The tract adjoins another parcel carved out of tract 30, which had previously been sold by the defendants to the Union Iron Works and upon which was located the so-called Alameda plant of the Bethlehem Shipbuilding Corporation,

one of the instrumentalities used by the United States government in providing itself with ships during the war. The purchase made by the Emergency Fleet Corporation was for the purpose of establishing a shipyard to be known as the Liberty Shipyard, for use by the Bethlehem Shipbuilding Corporation, in conjunction with its own plant, with a view to speedy augmentation of the supply of ships then so urgently needed for the transport of troops and stores to the seat of war in Europe.
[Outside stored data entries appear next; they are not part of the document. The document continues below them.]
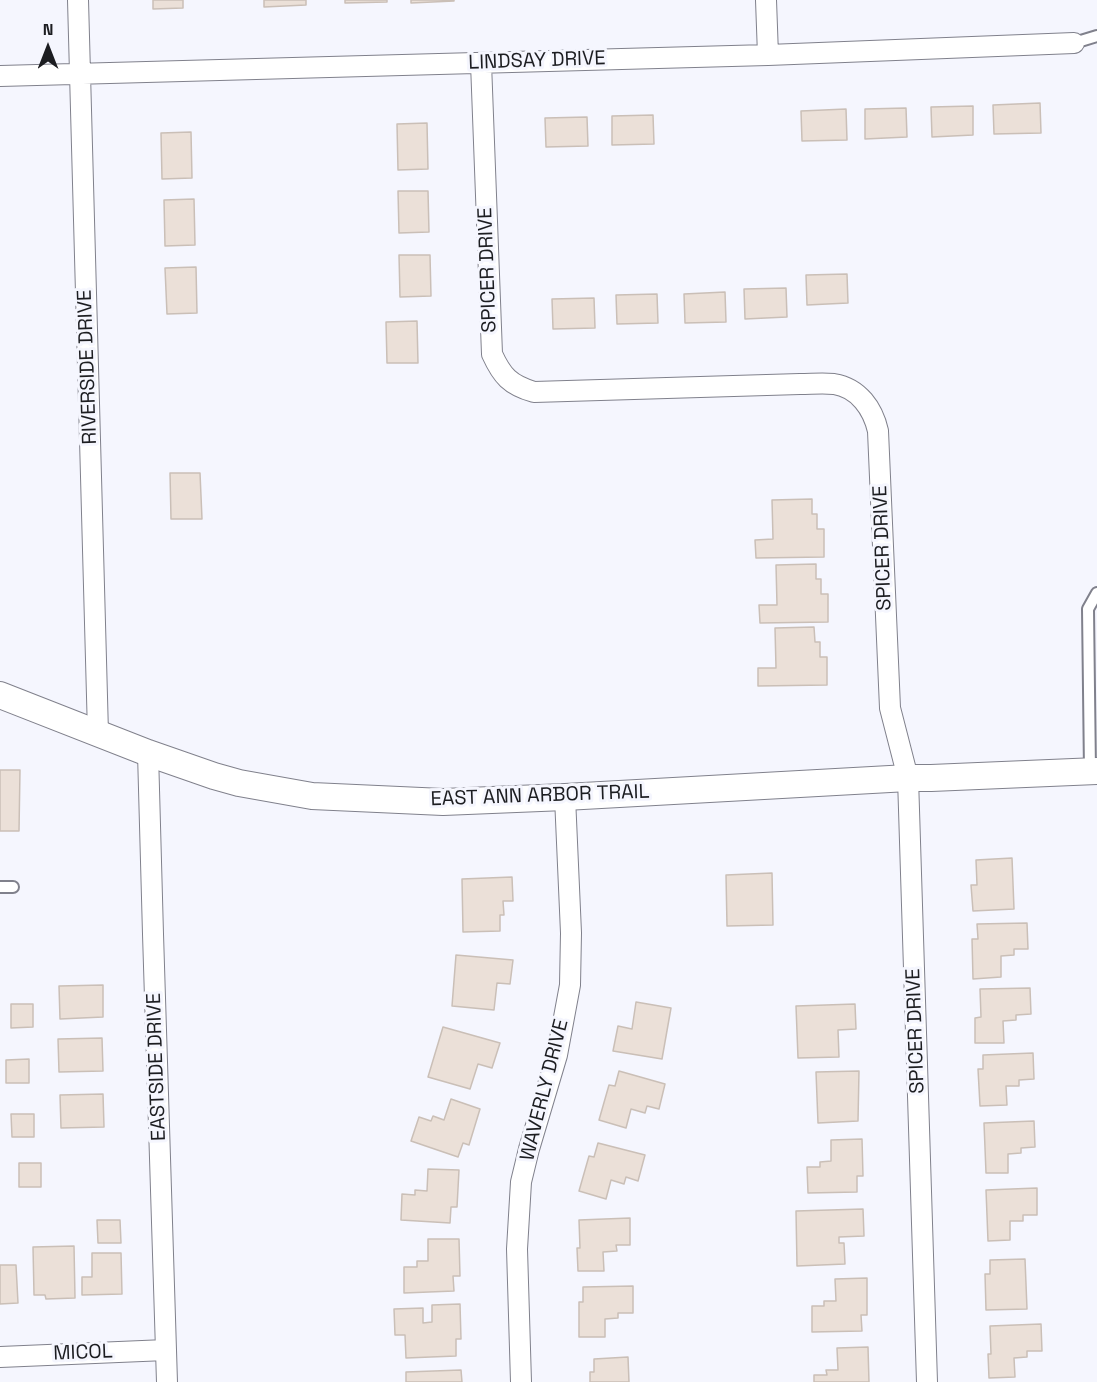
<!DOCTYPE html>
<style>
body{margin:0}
#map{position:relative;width:1097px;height:1382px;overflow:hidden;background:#f5f6fe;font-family:"Space Grotesk",sans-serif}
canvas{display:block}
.north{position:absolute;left:18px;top:18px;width:60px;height:60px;-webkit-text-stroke:4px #f5f6fe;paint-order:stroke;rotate:0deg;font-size:16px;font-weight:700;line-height:24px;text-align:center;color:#1c1d21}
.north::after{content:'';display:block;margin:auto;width:21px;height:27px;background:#1c1d21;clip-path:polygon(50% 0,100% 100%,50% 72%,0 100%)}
</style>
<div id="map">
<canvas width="1097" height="1382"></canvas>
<div class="north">N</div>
</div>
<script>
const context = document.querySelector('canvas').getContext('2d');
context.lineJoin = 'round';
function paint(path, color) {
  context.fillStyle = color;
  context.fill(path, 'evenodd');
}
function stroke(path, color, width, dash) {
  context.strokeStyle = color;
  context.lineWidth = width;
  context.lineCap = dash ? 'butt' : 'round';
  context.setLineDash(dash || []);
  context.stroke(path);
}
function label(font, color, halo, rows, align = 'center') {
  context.font = font + ' "Space Grotesk",sans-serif';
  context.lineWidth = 6;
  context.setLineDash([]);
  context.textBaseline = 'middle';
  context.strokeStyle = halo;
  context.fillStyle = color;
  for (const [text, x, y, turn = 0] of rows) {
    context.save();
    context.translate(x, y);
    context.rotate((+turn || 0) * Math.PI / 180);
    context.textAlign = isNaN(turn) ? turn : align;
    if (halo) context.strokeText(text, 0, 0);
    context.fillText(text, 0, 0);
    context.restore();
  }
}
const building = new Path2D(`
 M153,0h30v8l-30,1z
 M264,0h42v5l-42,2z
 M345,0h42v2l-42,1z
 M411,0h43v1l-43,2z
 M1040,103l1,30 -47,1 -1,-29z
 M973,106v29l-41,2 -1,-30z
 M906,108l1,29 -42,2v-30z
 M846,109l1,31 -45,1 -1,-30z
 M653,115l1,29 -42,1v-29z
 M587,117l1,29 -42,1 -1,-29z
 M427,123l1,46 -30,1 -1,-46z
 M191,132l1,46 -30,1 -1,-46z
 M398,191h30l1,41 -30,1z
 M194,199l1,46 -30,1 -1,-46z
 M399,255h31l1,41 -31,1z
 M196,267l1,46 -30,1 -2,-46z
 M847,274l1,29 -41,2 -1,-30z
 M786,288l1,29 -42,2 -1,-30z
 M725,292l1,30 -41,1 -1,-29z
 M657,294l1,29 -41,1 -1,-29z
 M594,298l1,30 -42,1 -1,-30z
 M417,321l1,42h-31l-1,-41z
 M170,473h30l2,46h-31z
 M812,499v15h5v15h7v28l-68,1 -1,-18 18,-1 -1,-39z
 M816,564v15h5v15h7v28l-68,1 -1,-18h18l-1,-40z
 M814,627l1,15h5v15h7v28l-69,1v-18h18l-1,-40z
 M0,770h20l-1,61h-19z
 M1012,858l2,51 -41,2 -2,-26h6l-1,-25z
 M772,873l1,52 -46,1 -1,-51z
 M512,877l1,24h-10l1,14h-4v16l-37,1 -1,-53z
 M1027,923l1,26h-14v6l-13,1v21l-28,2 -1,-40h6l-1,-15z
 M456,955l57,5 -3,24 -13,-1 -3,27 -42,-4z
 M103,985v32l-43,2 -1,-33z
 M1030,988l1,26 -15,1v5l-13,1 1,22h-29v-25l6,-1 -1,-28z
 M636,1002l35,6 -9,51 -49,-8 5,-25 14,3z
 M11,1004h22v23l-22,1z
 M855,1004l1,25 -18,1 1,27 -41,1 -2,-52z
 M443,1027l57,16 -8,25 -14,-4 -8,25 -42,-12z
 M102,1038l1,33 -44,1 -1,-33z
 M1033,1053l1,26 -15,1v6h-13l1,19 -27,1 -2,-37h5v-14z
 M29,1059v24h-23v-23z
 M619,1071l46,13 -6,25 -12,-3 -2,7 -14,-4 -5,19 -27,-8 10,-35 6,1z
 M859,1071l-1,50 -40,2 -2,-51z
 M103,1094l1,33 -43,1 -1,-33z
 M451,1099l29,10 -11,36 -6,-2 -5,14 -47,-16 8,-24 12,4 2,-5 11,4z
 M11,1114h23v23h-22z
 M1034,1121l1,26 -14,1v5l-13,1v19h-22l-2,-50z
 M862,1139l1,37h-6v16l-49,1 -1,-26h13v-5l11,-1v-21z
 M598,1143l47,12 -7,26 -12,-4 -2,7 -13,-4 -5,19 -27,-8 10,-35 5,1z
 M19,1163h22v24h-22z
 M428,1169l31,1 -2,37h-6l-1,16 -49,-3 1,-26 13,1v-5l12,1z
 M1037,1188v27h-14v6h-13v19l-22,1 -2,-51z
 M863,1209l1,27 -25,1v6h5l1,21 -48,2 -1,-55z
 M630,1218v27h-14l1,6 -14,1 1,19h-26l-1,-23h3l-1,-28z
 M97,1220h23l1,23h-23z
 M428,1239h31l1,37h-7l1,15 -50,2v-26h13v-6h11z
 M74,1246l1,52 -29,1 -1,-4h-11l-1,-48z
 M92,1253h29l1,41 -40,1v-18h10z
 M1025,1259l2,50 -41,1 -1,-36h5v-14z
 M0,1265h16l2,38 -18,1z
 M867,1278v37h-6l1,16 -50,1v-26h12v-5h12l-1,-22z
 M633,1286v27h-15v5l-13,1v18h-26v-35h4v-15z
 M460,1304l1,35h-5v17l-50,2 -1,-23h-10l-1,-26 29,-1v15l9,-1v-17z
 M1041,1324l1,27h-15v6l-13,1 1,19 -26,1 -1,-24h3l-1,-28z
 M868,1347l1,35h-55v-7h13l-1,-5h12l-1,-22z
 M628,1357l1,25h-39v-10h4v-13z
 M461,1370l1,12h-56v-10z`);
const service = new Path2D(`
 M1074,43l23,-7
 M1090,771l-2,-162 9,-16
 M0,887h13`);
const minor = new Path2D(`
 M78,0l20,733
 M766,0l2,55
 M481,63l11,291c10,22 18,31 42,38l266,-8c11,0 23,-1 34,0 25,4 39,25 44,47l12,277 18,70 19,604
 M0,76l768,-21 306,-12
 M148,753l5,181 14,448
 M0,1357l166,-7
 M521,1382l-4,-133 4,-67 8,-33 28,-94 13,-70 1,-52 -6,-136`);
const tertiary = new Path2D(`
 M0,695l148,58 66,23 25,7 73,13 131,6 122,-5 343,-19h23l166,-7`);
const streetNames = [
 ["LINDSAY DRIVE",537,61,-2],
 ["SPICER DRIVE",488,270,-92],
 ["RIVERSIDE DRIVE",88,367,-92],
 ["SPICER DRIVE",883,548,-92],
 ["EAST ANN ARBOR TRAIL",540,796,-2],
 ["SPICER DRIVE",916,1031,-92],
 ["EASTSIDE DRIVE",157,1067,-92],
 ["WAVERLY DRIVE",545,1090,-76],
 ["MICOL",83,1353,-2]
];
paint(building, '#ebe0d8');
stroke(building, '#cabfb7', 1.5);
stroke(service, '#80818c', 14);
stroke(minor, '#80818c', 22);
stroke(tertiary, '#80818c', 28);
stroke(service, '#fff', 10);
stroke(minor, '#fff', 20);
stroke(tertiary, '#fff', 26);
label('20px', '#1c1d21', '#f5f6fe', streetNames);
</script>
Acting under a contract which will presently be mentioned, plaintiff had carried on extended negotiations with. representatives of the Bethlehem Shipbuilding Corporation between June, 1917, and April, 1918; and while these negotiations were undeniable links in the chain of causation, yet it is contended by defendants that plaintiff was not the immediate instrument through whom the sale to the Emergency Fleet Corporation was ultimately effected. It is chiefly upon this ground that plaintiff's claim to compensation is resisted by the defendants.

The defendants owned extensive areas of marsh and tide lands along the Oakland estuary which they were desirous of marketing; and in furtherance of that design, they took plaintiff into their employ in 1915, agreeing to pay him a stated monthly salary and a commission of two and one-half per cent of the proceeds derived from sales of land made with his aid.

Plaintiff is a civil engineer by profession, and he came to this service with special knowledge of the property, acquired during a business association of almost a decade with his father, a specialist in such lands, from whom also had been transmitted to plaintiff a storehouse of information and data which enabled him to render, with respect to these lands, a unique service.

The employment of plaintiff on the terms mentioned continued until July 1, 1917, and plaintiff's duties pertained to the work of dredging, reclamation, and development of the properties, combined with endeavors to find purchasers.

The lands were partly submerged and considerable reclamation work had to be done in order to prepare them for sale. For the purpose of giving access to ships and providing other facilities, it was necessary to dredge waterways, deepen

channels, and impound filling material; and of all this work plaintiff had charge.

During plaintiff's original employment and by his aid the Alameda plant of the Bethlehem Shipbuilding Corporation was sold by defendants to the Union Iron Works in March, 1917.

From a time antedating plaintiff's engagement the two defendants have had a common office in the Crocker Building, in San Francisco, and their administrative work has been done by a single staff of clerks. The directorates of the companies, while not identical in membership, have had a majority in common; and throughout the period of plaintiff's service the office management of both companies was in the hands of S. F. B. Morse. Officially he was the general manager of the Pacific Improvement Company and the secretary of the Oakland Water Front Company; and actually, as he himself testified and as the evidence otherwise shows, he was "the man in charge of the business of both companies."

Such was the state of affairs when on June 21, 1917, a new contract of employment was made with plaintiff, evidenced by the following letter written on a letter-sheet of the Pacific Improvement Company:

"Pacific Improvement Company
"Crocker Building, San Francisco.

"Geo. L. Sessions, Esq.,

"401 Crocker Building,

"San Francisco,

"Dear Sir:

"California.

"June 21st, 1917.

"Your present connection with the Pacific Improvement Company, whereby you receive a certain salary, terminates the first of July. After that, you will work on the sale of the Oakland Water Front Company property on a commission basis.

"We will pay you a commission of three percent (3%) on any sale that results through your negotiations, or efforts, or which originates with you, or upon which you are employed.